HIPAA and Clinical Research: HIPAA & HITECH Act Blog by Jonathan P. Tomes

Jon TomesAs might be expected in these days of an overregulated health care industry, HIPAA regulates clinical research much as it does treatment, payment, health care operations, marketing and fundraising, and the like. Of course research was heavily regulated before HIPAA was anything more than a gleam in the eye of the Department of Health and Human Services lawyers and Congressmen and women with the requirements for such things as institutional review boards (“IRBs”), informed consent to the research protocols, and the like. See the Common Rule (45 C.F.R. Part 46, Subpart A) and/or the Food and Drug Administration’s (“FDA”) human subject protection regulations (21 C.F.R. Parts 50 and 56), which have some provisions that are similar to, but separate from, the HIPAA Privacy Rule’s provisions for research. Seventeen federal departments and agencies agreed to adopt basic human subject protections regulations published in 1991 as the Common Rule. But HIPAA adds another layer of privacy protection that you must be aware of if you are going to engage in clinical research or allow other entities to use your health information in their research projects.

First, what is research? The HIPAA Privacy Rule and the Common Rule have the same definition of research: Systematic investigation, including research development, testing and evaluation designed to develop or contribute to generalizable knowledge (45 C.F.R. 64.10).
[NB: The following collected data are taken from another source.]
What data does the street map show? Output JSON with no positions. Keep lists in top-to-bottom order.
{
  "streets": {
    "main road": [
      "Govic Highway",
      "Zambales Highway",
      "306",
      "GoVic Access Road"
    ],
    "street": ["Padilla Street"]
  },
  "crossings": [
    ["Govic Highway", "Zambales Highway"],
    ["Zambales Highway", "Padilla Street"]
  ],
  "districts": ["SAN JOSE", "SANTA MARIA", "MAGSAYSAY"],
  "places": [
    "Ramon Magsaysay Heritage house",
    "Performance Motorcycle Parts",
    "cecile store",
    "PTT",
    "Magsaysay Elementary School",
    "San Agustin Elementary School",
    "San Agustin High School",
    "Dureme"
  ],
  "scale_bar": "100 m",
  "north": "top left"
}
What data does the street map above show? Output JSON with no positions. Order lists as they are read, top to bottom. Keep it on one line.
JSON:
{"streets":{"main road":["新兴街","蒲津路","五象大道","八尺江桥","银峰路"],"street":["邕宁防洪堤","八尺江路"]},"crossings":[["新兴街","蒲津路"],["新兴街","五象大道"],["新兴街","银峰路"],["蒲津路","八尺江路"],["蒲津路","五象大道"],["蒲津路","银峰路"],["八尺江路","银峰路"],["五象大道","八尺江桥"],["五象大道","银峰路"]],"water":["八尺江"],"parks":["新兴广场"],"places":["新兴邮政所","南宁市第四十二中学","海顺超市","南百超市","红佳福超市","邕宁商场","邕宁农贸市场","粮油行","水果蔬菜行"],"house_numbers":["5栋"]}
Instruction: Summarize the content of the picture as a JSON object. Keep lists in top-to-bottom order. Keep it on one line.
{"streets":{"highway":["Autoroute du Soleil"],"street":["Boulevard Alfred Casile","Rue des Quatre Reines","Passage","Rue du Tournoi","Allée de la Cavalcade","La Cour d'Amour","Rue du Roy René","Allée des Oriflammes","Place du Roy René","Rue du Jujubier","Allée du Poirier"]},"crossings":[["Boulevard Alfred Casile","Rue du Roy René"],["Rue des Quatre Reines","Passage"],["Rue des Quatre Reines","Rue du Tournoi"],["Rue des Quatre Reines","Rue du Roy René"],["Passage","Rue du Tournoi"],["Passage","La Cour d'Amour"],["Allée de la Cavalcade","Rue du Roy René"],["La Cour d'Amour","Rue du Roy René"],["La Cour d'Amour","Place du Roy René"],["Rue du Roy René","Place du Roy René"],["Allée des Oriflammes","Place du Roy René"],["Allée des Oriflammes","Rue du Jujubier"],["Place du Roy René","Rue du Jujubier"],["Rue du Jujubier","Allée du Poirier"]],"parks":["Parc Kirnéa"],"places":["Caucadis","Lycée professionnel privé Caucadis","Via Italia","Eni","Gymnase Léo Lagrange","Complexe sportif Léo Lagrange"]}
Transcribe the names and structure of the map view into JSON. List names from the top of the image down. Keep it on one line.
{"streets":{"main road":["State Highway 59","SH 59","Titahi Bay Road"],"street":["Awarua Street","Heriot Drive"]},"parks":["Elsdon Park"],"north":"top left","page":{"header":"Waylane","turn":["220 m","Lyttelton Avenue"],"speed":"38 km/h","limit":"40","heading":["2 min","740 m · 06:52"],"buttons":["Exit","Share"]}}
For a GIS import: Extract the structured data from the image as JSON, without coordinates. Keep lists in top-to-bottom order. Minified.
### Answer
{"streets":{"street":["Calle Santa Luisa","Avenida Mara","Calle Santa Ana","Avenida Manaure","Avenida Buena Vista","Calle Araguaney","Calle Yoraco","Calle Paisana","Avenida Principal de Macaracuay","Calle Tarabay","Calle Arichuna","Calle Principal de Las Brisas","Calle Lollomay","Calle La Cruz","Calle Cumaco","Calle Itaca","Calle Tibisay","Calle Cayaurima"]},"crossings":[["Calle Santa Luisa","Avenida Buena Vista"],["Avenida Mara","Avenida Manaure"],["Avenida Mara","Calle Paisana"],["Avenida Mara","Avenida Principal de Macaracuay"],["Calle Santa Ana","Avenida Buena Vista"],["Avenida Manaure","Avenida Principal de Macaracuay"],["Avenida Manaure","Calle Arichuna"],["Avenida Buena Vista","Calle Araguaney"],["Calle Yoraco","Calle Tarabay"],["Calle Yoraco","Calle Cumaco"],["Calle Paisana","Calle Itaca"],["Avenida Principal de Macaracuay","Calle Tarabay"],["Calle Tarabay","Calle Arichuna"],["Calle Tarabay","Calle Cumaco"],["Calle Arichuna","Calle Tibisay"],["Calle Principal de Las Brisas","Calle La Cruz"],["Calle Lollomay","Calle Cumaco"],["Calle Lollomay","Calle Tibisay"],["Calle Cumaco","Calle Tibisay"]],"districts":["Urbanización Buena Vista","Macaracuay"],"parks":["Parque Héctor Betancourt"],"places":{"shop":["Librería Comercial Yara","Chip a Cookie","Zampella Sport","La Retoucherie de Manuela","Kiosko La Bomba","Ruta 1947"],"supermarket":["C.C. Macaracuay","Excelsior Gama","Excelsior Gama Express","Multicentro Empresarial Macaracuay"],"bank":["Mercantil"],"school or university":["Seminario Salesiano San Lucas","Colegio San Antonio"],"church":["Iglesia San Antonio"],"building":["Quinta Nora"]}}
A number of ways exist to legally conduct research using health information:

  1. First, not all kinds of research-like activities are covered by HIPAA. Quality assessment and improvement activities, including outcomes evaluation and development of clinical guidelines or protocols, fall under the category of health care operations, provided that obtaining generalizable knowledge is not the primary purpose. And activities that aim at very broadly generalizable knowledge for population health also fall into a different category—namely, public health.
  2. The health information is not protected health information (“PHI”). For example, after a patient has been deceased for fifty (50) years, his or her individually identifiable health information maintained in a system of records is no longer PHI. 45 C.F.R. 160.103, paragraph (2)(iv).
  3. The researcher obtains a signed authorization from the research participant as will be explained more fully below.
  4. The PHI has been properly de-identified.
  5. The use and/or disclosure of information regarding a subject for research purposes has been approved by an IRB or a Privacy Board. See 45 C.F.R. 164.512(i)(1)(i).
  6. Use Preparatory to Research: The researcher represents, either in writing or orally, that the use or disclosure of the PHI is solely to prepare a research protocol or for similar purposes preparatory to research, that the researcher will not remove any PHI from the covered entity, and that PHI for which access is sought is necessary for the research purpose. See 45 C.F.R. 164.512(i)(1)(ii). This provision might be used, for example, to assess the feasibility of conducting a particular research study.
  7. Limited Data Sets with a Data Use Agreement. A data use agreement entered into by both the covered entity and the researcher, pursuant to which the covered entity may disclose a limited data set to the researcher for research, public health, or health care operations. See 45 C.F.R. 164.514(e). A limited data set excludes specified direct identifiers of the individual or of relatives, employers, or household members of the individual. See the De-identification Policy on the CD accompanying my Compliance Guide to HIPAA & the DHHS Regulations, 6th edition, or The Complete Guide to HIPAA Policies and Procedures, both with accompanying CD of sample policies and procedures.
  8. With an authorization: The Privacy Rule also permits covered entities to use or disclose PHI for research purposes when a research participant authorizes the use or disclosure of information about himself or herself. Typically, a research participant’s authorization will be sought for most clinical trials and some records research. To use or disclose PHI with authorization by the research participant, the covered entity must obtain an authorization that satisfies the requirements of 45 C.F.R. 164.508. In addition to the requirements for all authorizations, several special provisions apply to research authorizations:
  • Unlike other authorizations, an authorization for a research purpose may state that the authorization does not expire, that there is no expiration date or event, or that the authorization continues until the “end of the research study.”
  • An authorization for the use or disclosure of PHI for a research study may be combined with a consent to participate in the research, or with any other legal permission related to the research study.
  • An authorization for the use or disclosure of PHI for a research study may be combined with an authorization for a different research activity, provided that, if research-related treatment is conditioned on the provision of one of the authorizations, such as in the context of a clinical trial, then the compound authorization must clearly differentiate between the conditioned and unconditioned components and provide the individual an opportunity to opt in to the unconditioned research activity.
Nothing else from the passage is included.